Which tool mode should I use?
Section titled “Which tool mode should I use?”Choose the mode that matches how your MCP client discovers tools and how much context budget you can spend on the tool list. Dynamic mode is the default and the right choice for most assistants, because it keeps only two tools in the model’s context while still reaching every GitLab operation. Step up to meta-tool mode when your client works better with a fixed, domain-level tool list, and use individual mode only when a client needs every operation enumerated up front.
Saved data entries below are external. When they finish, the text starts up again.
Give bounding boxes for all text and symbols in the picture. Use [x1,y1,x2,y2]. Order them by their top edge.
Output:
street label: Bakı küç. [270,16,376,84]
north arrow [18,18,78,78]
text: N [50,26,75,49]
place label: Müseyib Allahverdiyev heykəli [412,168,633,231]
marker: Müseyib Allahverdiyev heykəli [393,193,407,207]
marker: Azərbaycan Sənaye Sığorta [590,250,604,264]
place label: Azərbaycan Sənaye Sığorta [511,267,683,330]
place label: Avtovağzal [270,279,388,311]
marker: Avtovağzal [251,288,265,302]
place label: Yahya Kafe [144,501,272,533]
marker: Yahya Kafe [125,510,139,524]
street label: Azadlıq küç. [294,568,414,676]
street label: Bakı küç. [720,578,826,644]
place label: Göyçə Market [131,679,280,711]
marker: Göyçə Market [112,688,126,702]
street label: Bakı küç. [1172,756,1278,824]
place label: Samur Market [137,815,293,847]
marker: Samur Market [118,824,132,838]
| Mode | Public tools exposed | Best for | Relative token cost |
|---|---|---|---|
| Dynamic (default) | 2 — gitlab_find_action, gitlab_execute_action | Most assistants; lowest context overhead | Lowest |
| Meta-tool | 32 base domain tools (more with Enterprise) | A fixed, discoverable, domain-level tool list | Medium |
| Individual | 847–1071 tools | Clients that need every operation pre-listed | Highest |
Set the mode with the TOOL_SURFACE environment variable (dynamic, meta, or individual). Dynamic mode is used when TOOL_SURFACE is unset.
Operating modes
Section titled “Operating modes”How does individual mode work?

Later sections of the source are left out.